World Folding

This is written for Inspiration Monday and Sunday Picture Press. Thank you both for the wonderful prompts. I loved working with the combination so much before when I wrote the Talisman, I just had to try this again. (:

* * * * *

World Folding

They said it was a gift, our ships let us become rich. However much risk, whatever the cost, the wealth and thrill we plundered made everything worth it. Chances to prove ourselves among the clans, win pleasure and retire to it, maimed but well known for our courage.

Loud creaking timber. A roar of victory from the flames when it snapped and tumbled to the deck. Sickening screams from those it crushed. The moon glowing faintly past the smoke-filled sky. I chose the fate of my life. I bound myself to this ship. They told me I was just a scrawny boy, not worth training. Not a viking. Who has proved his courage now?

It’s world folding. The flames have taken us now. The ship is down. Now I wonder, what good is the glory I cannot revel in? 

Our ship slides into the dark water’s glow, no longer adrift. The moon still shines on us. It is good-by.

Our give is a curse now. It drags us below with it.

I chose this. Just the puny cabin boy.

Screams become pleading gurgles from drowning men.

The water’s cold embrace takes us all.


About Jinx

I'm a writer, what else is there to tell?

12 thoughts on “World Folding

  1. Vivid and gorgeous. Glad I waited. : )

  2. scribbla says:

    This is very poetic; lyrical. Vivid and splendid imagery too.

  3. Nicely told. Short and well worded with striking visuals.

  4. Kay Camden says:

    This deserved two reads. There’s an ebb and flow to the words that remind me of the ocean itself – especially at the end. I love the title. I can imagine the water folding in, bringing everyone and everything inside it.

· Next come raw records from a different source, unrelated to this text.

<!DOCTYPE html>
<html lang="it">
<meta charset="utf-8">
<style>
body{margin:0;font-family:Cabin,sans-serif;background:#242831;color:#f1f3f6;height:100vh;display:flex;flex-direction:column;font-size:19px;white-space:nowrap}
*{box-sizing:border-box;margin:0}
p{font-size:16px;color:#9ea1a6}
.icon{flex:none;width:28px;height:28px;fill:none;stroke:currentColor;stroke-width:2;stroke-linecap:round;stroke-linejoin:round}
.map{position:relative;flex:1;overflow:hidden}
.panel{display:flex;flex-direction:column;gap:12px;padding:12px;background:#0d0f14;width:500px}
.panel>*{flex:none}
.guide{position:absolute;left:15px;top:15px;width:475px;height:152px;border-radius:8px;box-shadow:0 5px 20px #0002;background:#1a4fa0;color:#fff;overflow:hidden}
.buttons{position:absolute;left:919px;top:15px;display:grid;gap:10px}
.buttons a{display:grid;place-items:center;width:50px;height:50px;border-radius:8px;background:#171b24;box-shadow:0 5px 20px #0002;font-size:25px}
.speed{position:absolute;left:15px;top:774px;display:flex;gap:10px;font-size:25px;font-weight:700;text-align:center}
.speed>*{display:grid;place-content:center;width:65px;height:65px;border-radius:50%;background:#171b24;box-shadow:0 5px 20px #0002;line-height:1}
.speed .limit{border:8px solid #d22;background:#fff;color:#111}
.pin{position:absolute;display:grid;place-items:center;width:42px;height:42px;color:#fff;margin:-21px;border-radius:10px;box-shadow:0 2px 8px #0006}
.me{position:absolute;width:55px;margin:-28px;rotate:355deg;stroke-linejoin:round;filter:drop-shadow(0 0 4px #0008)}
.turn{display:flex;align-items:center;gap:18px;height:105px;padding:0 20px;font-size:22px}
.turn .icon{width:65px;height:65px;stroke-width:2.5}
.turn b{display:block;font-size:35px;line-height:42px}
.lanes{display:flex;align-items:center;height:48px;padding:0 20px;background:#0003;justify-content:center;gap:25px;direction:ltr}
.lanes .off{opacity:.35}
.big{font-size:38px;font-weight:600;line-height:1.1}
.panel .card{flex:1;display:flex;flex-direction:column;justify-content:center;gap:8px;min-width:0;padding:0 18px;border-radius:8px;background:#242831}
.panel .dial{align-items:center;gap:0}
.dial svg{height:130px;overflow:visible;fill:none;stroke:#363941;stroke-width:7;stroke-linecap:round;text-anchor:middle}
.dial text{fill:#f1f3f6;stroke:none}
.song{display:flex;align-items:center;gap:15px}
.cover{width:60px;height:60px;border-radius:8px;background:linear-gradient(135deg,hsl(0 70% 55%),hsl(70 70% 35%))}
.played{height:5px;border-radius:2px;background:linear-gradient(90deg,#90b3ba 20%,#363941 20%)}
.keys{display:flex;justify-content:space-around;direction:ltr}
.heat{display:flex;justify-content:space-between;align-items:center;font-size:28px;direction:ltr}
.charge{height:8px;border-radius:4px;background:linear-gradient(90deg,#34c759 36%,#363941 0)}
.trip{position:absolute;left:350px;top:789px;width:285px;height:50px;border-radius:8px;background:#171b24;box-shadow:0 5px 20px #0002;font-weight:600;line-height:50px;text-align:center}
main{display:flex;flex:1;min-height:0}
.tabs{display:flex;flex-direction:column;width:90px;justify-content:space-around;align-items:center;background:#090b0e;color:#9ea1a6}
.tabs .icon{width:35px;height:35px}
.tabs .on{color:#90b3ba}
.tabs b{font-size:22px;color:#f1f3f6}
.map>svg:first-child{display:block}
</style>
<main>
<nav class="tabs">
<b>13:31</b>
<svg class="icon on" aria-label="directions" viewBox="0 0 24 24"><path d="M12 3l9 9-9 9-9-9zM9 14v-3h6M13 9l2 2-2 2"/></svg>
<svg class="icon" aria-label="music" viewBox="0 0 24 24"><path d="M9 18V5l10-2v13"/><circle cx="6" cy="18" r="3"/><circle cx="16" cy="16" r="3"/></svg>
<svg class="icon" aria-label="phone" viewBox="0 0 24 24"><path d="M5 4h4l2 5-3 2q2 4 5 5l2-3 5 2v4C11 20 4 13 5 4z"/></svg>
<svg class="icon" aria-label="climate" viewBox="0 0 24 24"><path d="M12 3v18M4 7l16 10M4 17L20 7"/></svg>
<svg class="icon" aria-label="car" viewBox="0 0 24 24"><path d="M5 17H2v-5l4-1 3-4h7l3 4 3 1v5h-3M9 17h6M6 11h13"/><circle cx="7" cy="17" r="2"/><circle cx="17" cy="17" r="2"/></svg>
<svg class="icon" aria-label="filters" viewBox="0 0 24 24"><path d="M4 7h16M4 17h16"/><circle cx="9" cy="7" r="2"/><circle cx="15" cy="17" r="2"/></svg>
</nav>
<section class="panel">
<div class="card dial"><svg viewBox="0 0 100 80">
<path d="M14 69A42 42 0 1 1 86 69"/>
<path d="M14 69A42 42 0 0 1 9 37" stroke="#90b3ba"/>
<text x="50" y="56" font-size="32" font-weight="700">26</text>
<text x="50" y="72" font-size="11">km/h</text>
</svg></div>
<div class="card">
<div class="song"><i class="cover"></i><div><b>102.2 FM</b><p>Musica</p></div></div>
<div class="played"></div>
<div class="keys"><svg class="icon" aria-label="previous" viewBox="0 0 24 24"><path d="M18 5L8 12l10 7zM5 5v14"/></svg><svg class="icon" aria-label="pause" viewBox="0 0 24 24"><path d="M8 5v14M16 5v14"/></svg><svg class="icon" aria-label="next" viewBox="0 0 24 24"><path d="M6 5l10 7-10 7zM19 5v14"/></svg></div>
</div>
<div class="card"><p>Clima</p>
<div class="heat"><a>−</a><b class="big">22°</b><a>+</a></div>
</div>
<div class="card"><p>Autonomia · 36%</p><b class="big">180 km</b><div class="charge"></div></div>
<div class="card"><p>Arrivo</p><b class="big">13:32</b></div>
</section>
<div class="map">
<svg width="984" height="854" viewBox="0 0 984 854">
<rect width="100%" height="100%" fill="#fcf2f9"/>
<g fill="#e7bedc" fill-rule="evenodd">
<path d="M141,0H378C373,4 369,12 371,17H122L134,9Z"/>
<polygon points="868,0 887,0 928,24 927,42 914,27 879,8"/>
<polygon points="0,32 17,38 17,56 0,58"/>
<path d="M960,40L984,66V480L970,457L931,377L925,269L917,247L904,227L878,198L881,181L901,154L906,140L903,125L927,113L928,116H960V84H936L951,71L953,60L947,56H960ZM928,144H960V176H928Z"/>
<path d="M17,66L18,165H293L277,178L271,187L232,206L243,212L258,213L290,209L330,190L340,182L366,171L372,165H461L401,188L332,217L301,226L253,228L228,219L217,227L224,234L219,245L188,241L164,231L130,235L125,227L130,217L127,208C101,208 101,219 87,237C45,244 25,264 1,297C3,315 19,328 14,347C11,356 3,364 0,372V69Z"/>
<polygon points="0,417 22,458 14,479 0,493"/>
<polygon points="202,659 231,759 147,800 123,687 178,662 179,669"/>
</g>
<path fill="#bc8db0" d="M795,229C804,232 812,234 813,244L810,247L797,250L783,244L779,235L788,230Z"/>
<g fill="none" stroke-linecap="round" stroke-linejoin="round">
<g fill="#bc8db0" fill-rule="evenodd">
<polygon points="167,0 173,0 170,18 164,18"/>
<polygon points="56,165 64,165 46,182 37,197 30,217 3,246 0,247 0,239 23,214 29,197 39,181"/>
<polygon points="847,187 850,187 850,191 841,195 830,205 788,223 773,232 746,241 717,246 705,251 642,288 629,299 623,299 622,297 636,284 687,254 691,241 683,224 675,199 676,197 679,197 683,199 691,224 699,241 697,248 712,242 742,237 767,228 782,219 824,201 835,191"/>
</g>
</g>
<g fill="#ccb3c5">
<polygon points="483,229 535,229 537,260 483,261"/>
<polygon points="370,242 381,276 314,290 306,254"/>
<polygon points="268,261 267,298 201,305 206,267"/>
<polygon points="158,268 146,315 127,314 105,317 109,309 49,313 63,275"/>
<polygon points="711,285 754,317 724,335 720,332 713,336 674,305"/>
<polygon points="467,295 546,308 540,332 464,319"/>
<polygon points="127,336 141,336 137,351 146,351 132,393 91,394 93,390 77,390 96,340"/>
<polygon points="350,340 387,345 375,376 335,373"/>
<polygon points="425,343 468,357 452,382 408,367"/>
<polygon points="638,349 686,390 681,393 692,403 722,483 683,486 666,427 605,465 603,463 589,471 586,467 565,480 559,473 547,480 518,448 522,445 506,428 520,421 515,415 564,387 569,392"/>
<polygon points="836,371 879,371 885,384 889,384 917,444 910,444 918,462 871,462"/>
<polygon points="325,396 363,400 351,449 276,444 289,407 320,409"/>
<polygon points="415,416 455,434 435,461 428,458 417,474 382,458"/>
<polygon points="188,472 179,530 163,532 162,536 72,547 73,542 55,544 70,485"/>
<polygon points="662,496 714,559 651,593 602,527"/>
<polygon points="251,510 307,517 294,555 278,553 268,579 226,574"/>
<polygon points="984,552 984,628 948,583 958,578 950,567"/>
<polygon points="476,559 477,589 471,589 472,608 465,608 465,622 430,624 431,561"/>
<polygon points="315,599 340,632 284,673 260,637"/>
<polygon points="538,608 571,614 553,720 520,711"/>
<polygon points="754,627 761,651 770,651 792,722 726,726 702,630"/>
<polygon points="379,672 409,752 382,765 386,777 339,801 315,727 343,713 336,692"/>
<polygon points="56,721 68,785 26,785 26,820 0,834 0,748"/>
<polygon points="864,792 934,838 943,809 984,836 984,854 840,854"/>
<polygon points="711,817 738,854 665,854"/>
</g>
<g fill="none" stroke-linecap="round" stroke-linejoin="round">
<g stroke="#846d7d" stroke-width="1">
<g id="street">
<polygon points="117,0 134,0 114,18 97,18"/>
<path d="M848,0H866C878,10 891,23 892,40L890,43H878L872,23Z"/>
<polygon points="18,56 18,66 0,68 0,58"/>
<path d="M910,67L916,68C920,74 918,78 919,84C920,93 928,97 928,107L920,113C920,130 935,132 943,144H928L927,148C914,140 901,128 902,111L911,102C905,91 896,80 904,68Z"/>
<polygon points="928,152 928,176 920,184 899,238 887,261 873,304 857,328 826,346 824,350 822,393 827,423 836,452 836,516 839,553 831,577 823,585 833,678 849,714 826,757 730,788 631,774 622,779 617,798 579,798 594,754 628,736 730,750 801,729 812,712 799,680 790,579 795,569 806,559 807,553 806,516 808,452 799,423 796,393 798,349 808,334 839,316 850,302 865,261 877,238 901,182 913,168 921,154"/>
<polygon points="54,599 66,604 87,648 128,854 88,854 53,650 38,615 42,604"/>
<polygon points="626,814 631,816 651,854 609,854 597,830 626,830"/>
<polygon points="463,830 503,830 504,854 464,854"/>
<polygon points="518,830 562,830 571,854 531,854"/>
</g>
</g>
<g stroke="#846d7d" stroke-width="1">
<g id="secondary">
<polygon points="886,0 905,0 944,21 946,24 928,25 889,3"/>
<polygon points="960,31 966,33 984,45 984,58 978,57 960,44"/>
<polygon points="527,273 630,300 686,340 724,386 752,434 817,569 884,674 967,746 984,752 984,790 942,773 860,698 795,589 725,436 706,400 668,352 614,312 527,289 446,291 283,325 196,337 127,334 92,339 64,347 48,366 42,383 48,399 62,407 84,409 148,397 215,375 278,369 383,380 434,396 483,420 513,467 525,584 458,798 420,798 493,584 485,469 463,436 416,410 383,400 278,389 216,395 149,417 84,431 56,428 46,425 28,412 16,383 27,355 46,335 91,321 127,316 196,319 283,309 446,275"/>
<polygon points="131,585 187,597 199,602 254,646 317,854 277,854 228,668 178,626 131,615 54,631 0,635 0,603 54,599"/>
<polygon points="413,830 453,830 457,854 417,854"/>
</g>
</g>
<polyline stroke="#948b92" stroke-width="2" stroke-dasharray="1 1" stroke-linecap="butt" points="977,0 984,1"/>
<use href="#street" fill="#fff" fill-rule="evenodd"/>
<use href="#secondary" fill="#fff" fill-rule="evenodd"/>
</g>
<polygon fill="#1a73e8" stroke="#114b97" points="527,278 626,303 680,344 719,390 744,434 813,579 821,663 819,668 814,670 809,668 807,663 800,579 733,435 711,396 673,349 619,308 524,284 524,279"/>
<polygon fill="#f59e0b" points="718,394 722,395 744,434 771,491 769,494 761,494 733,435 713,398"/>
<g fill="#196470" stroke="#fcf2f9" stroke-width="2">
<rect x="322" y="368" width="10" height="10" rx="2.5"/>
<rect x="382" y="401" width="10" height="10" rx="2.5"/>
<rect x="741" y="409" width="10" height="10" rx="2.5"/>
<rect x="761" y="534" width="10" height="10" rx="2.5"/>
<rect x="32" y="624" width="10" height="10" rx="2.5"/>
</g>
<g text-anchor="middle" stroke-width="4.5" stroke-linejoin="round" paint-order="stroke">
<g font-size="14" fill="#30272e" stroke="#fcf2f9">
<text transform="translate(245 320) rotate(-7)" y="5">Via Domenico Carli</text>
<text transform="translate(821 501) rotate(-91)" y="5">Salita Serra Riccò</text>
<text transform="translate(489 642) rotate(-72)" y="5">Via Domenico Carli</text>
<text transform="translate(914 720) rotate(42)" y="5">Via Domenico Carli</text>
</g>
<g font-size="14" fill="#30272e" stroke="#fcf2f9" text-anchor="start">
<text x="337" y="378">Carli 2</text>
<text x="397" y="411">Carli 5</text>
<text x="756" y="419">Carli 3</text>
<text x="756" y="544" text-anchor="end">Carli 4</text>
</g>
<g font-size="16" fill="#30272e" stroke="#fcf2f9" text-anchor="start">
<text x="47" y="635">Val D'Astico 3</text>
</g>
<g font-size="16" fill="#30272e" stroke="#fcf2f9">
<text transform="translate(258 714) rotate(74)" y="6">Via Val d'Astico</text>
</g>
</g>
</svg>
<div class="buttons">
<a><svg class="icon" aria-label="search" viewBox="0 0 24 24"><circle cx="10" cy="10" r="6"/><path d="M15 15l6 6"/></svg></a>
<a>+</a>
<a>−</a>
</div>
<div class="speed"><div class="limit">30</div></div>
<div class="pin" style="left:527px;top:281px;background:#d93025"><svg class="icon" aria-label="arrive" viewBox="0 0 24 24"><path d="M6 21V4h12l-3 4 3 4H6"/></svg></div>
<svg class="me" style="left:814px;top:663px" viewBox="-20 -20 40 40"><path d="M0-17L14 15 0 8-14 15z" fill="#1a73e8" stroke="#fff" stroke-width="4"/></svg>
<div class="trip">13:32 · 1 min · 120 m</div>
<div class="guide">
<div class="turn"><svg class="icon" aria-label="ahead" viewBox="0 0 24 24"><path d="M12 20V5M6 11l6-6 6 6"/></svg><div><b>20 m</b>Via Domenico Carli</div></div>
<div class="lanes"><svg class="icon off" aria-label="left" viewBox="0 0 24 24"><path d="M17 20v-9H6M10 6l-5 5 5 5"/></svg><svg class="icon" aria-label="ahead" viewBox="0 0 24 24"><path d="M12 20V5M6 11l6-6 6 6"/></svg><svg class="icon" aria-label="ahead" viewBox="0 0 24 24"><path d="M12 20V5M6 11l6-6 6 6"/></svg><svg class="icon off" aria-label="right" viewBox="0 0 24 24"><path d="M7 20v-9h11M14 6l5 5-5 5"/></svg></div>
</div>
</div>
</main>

    Okay so you asked for constructive criticism and here it is. 🙂

    I stumbled on the first sentence. I think it’s the “let us” that’s hanging me up. It seems passive or something. And this is probably me, but I’m not sure I understand the use of the italics. Is it two separate narrators?

    Great work, as usual.

    • Jinx says:

      Because I’m switching the time each paragraph was told. If it had been longer I would have made that more clear, as it is I kind of forgot I had chosen to do that. The stuff in italics is present, where as the stuff that isn’t would be like….his ghost speaking.

      Thanks for the critique, I think I have a better wording for that sentence too. It is supposed to be a little bit passive, but not totally like it is right now……I’ll figure it out. (:

  5. Indigo Spider says:

    This read almost like poetry. Vivid imagery that really captured the feel of both the glory of a successful ship and the sinking taking the crew along. I agree with Kay, the “let us” is a little stumbler — maybe just a simple “They said it was a gift, our ships gave us wealth.”

    I did understand, and liked, the use of italics though. Helped shift the focus from past to present. Great work and I like the new look of the blog too!

    • Jinx says:

      I have way too much fun changing my blog up at random. That the Graphic Design artist in me. (:

      Okay, well, I’ll fix it when I have time on that first sentence.